**About this exercise**
All lines from the entries below that contain the string "setLineDash" should be copied out.

**Input for this task**

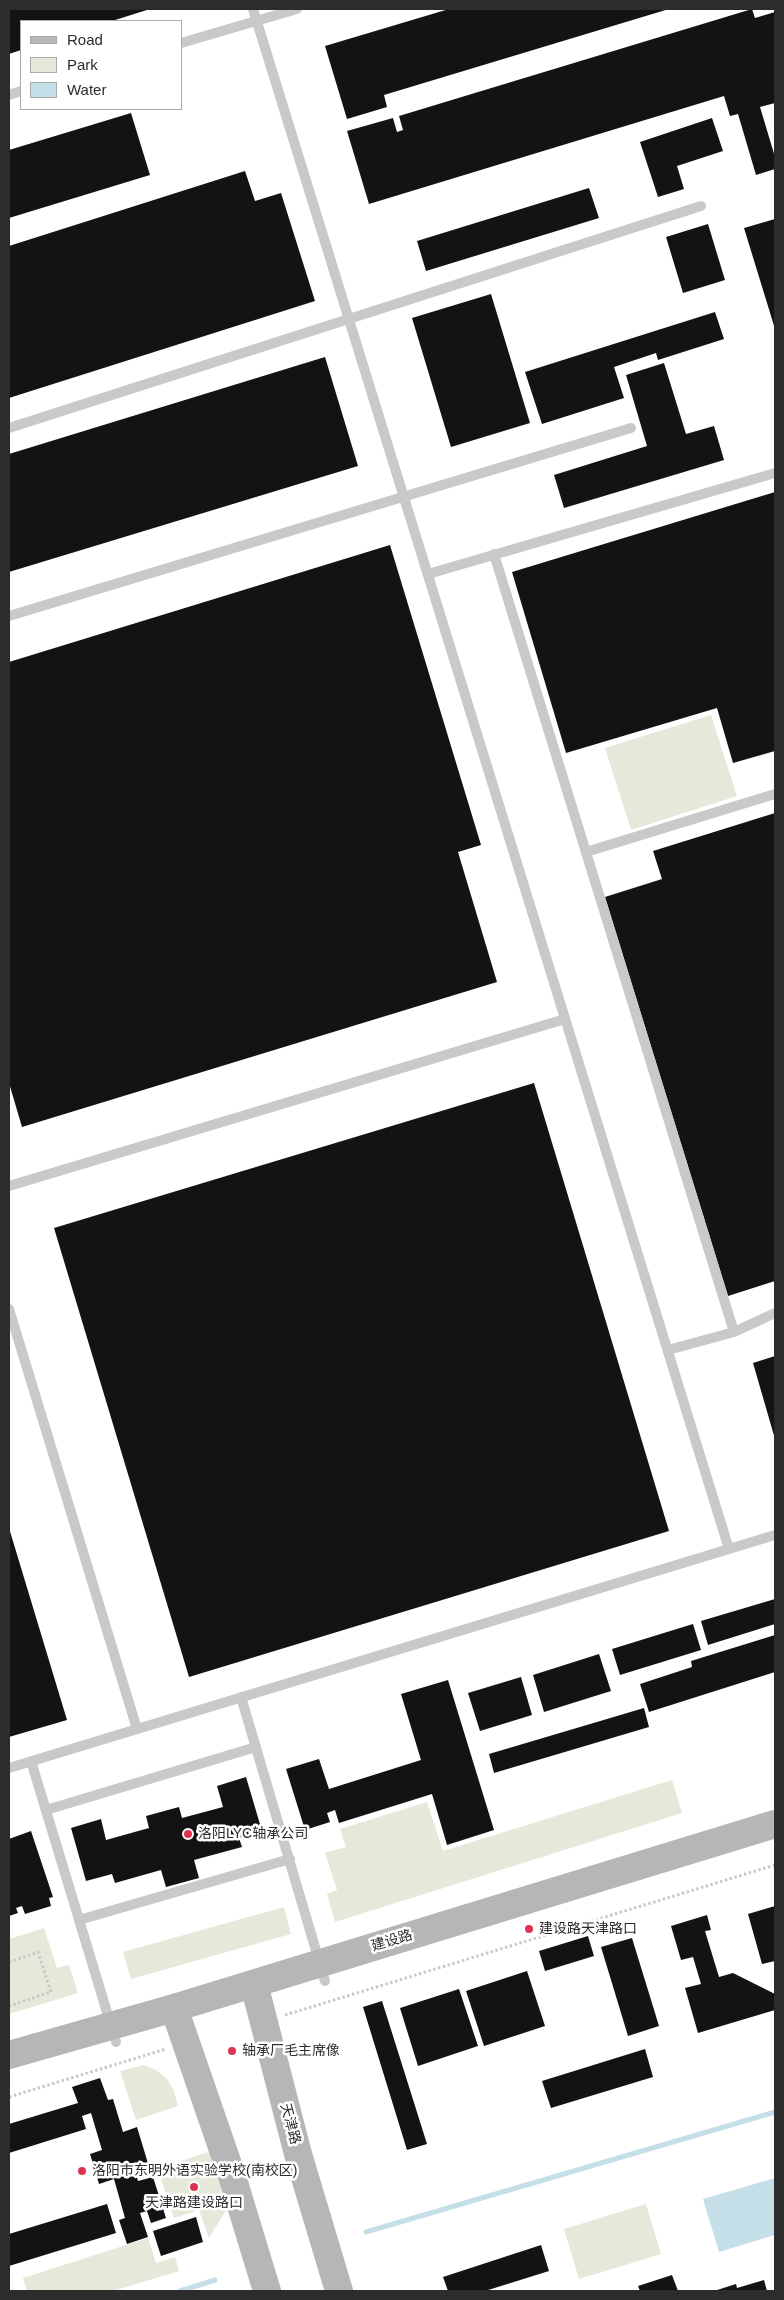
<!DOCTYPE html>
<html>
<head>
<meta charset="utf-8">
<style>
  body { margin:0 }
  #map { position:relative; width:784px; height:2300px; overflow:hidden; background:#fff; font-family:Arial,sans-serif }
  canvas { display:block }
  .frame { position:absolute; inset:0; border:10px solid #2c2c2c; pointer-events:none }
  .legend { position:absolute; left:20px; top:20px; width:162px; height:90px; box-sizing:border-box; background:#fff; border:1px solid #ababab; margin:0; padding:6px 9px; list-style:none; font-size:15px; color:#2c2c2c }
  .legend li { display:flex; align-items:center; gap:10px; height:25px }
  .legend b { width:25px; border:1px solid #ababab }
</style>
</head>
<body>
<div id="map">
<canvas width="784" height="2300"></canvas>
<div class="frame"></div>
<ul class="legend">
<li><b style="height:6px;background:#b6b6b6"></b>Road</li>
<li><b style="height:14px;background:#e4e9d9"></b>Park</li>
<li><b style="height:14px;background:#c5dfe9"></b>Water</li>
</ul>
</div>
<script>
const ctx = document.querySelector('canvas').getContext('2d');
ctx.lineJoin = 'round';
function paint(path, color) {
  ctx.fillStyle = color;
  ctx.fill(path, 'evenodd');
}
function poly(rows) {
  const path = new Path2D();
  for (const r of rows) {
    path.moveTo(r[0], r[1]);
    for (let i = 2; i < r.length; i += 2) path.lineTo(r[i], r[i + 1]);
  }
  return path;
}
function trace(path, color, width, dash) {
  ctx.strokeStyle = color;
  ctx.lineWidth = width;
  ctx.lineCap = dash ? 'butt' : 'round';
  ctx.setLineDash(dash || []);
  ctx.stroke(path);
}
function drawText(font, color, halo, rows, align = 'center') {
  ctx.font = font + ' Arial,"Noto Sans SC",sans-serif';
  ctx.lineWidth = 5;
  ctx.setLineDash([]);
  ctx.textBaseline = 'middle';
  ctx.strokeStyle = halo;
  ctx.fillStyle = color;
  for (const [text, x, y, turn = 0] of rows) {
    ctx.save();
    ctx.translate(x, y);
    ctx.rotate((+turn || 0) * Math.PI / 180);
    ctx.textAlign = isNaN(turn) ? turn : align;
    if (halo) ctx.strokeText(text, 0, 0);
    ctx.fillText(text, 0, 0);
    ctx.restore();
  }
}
const green = poly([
  [711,715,737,796,631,830,605,748],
  [672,1780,682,1813,335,1922,327,1894,337,1890,325,1853,346,1847,340,1829,427,1802,443,1851],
  [284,1907,291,1934,131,1979,123,1952],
  [44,1928,57,1968,69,1965,78,1993,9,2014,9,1939],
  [144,2065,156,2070,167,2079,174,2091,178,2106,136,2120,120,2071],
  [212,2151,226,2210,209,2238,199,2210,174,2218,161,2179,171,2176,168,2165],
  [646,2204,661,2254,579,2279,564,2229],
  [148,2238,156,2263,175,2257,179,2271,113,2291,27,2291,23,2278]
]);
const water = poly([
  [775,2178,775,2235,719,2252,703,2199]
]);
const stream = poly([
  [366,2232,775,2112],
  [180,2291,215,2280]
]);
const building = poly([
  [9,9,150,9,112,21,21,21,21,50,9,54],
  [449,9,669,9,384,95,387,107,347,119,325,46],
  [752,9,755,18,775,12,775,103,760,107,775,157,775,169,756,175,738,114,730,116,724,96,369,204,347,131,393,118,397,132,403,130,399,116],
  [131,113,150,175,9,218,9,150],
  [712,118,723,151,677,166,684,189,658,197,640,142],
  [245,171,255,201,281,193,315,301,9,398,9,246],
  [589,188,599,218,426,271,417,241],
  [775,219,775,329,744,228],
  [708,224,725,280,683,293,666,237],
  [491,294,530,423,451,447,412,318],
  [715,312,724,339,658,360,656,353,614,367,624,398,542,424,525,372],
  [325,357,358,466,9,572,9,454],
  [664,363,686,434,714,426,724,460,564,508,554,475,647,446,626,375],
  [775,492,775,751,733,763,717,708,566,753,512,572],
  [390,545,481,845,458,852,497,982,22,1127,9,1083,9,662],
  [775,813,775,1281,728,1296,605,897,662,879,653,851],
  [534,1083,669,1531,189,1677,54,1228],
  [775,1356,775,1439,753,1363],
  [9,1528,67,1720,9,1737],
  [775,1599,775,1624,708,1645,701,1621],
  [693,1624,701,1650,620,1675,612,1649],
  [775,1635,775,1672,649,1712,640,1684,692,1667,691,1661],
  [599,1654,611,1691,544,1712,533,1675],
  [521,1677,532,1715,480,1731,468,1693],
  [448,1680,494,1830,447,1845,432,1794,339,1823,335,1810,327,1813,330,1822,305,1830,286,1769,319,1759,329,1789,421,1760,401,1694],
  [644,1708,649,1727,494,1773,489,1754],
  [246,1777,262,1831,239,1838,242,1847,194,1860,199,1878,166,1887,161,1870,115,1883,112,1874,86,1881,71,1828,101,1819,106,1840,149,1828,146,1816,179,1807,182,1818,223,1807,217,1786],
  [31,1831,53,1897,49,1898,51,1906,25,1914,22,1906,16,1908,18,1913,9,1916,9,1839],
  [775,1906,775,1961,762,1964,748,1914],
  [707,1915,711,1930,705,1931,719,1977,733,1973,775,1994,775,2010,698,2033,685,1988,701,1984,693,1957,681,1960,671,1926],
  [588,1936,594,1956,545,1971,539,1951],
  [632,1938,659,2026,628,2036,601,1947],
  [527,1971,545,2026,484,2046,466,1991],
  [459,1989,478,2046,418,2066,400,2008],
  [382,2001,427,2144,407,2150,363,2007],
  [645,2049,653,2077,551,2108,542,2081],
  [100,2078,108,2100,113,2099,123,2132,137,2127,150,2170,136,2174,138,2181,153,2177,166,2218,151,2223,147,2211,140,2213,148,2237,127,2244,119,2220,125,2218,114,2179,99,2184,90,2154,102,2150,91,2113,82,2116,86,2129,9,2153,9,2124,78,2103,72,2087],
  [107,2204,116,2233,9,2266,9,2234],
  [196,2217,203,2242,161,2256,153,2231],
  [541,2245,549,2271,485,2291,448,2291,443,2277],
  [672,2275,678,2291,640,2291,638,2286],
  [764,2280,767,2291,714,2291,736,2284,737,2288]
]);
const path = poly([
  [9,1962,38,1952,51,1992,9,2006],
  [285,2015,775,1865],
  [9,2097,166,2049]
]);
const lane = poly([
  [253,9,729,1549],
  [181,43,297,9],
  [9,95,21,91],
  [9,428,701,206],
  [494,554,734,1332],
  [428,574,775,473],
  [9,616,631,428],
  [586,852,775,794],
  [9,1186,565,1019],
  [9,1309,137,1729],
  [668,1350,734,1332,775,1313],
  [241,1697,325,1981],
  [31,1761,116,2042],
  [9,1768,775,1535],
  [46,1810,256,1747],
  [79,1920,290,1859]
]);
const secondary = poly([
  [254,1984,298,2154,339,2291],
  [174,2008,232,2176,267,2291],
  [9,2055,174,2008,775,1824]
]);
const markers = [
  [188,1834,5,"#de3253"],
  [529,1929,5,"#de3253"],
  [232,2051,5,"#de3253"],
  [82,2171,5,"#de3253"],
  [194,2187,5,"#de3253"]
];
const poiNames = [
  ["洛阳LYC轴承公司",198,1834],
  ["建设路天津路口",539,1929],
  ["轴承厂毛主席像",242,2051],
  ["洛阳市东明外语实验学校(南校区)",92,2171],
  ["天津路建设路口",194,2203,"center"]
];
const streetNames = [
  ["建设路",392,1941,-17],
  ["天津路",290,2124,75]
];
paint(green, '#e4e9d9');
paint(water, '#c5dfe9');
trace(stream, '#c5dfe9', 5);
paint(building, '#131313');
trace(path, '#c9c9c9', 3, [2.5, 2.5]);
trace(lane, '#c9c9c9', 10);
trace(secondary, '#b6b6b6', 28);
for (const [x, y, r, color] of markers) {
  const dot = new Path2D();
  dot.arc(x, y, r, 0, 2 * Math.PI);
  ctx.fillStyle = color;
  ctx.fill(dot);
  trace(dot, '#fff', 2);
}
drawText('14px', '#2c2c2c', '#fff', poiNames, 'left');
drawText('14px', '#2c2c2c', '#fff', streetNames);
</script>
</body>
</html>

**Solution to this task**
  ctx.setLineDash(dash || []);
  ctx.setLineDash([]);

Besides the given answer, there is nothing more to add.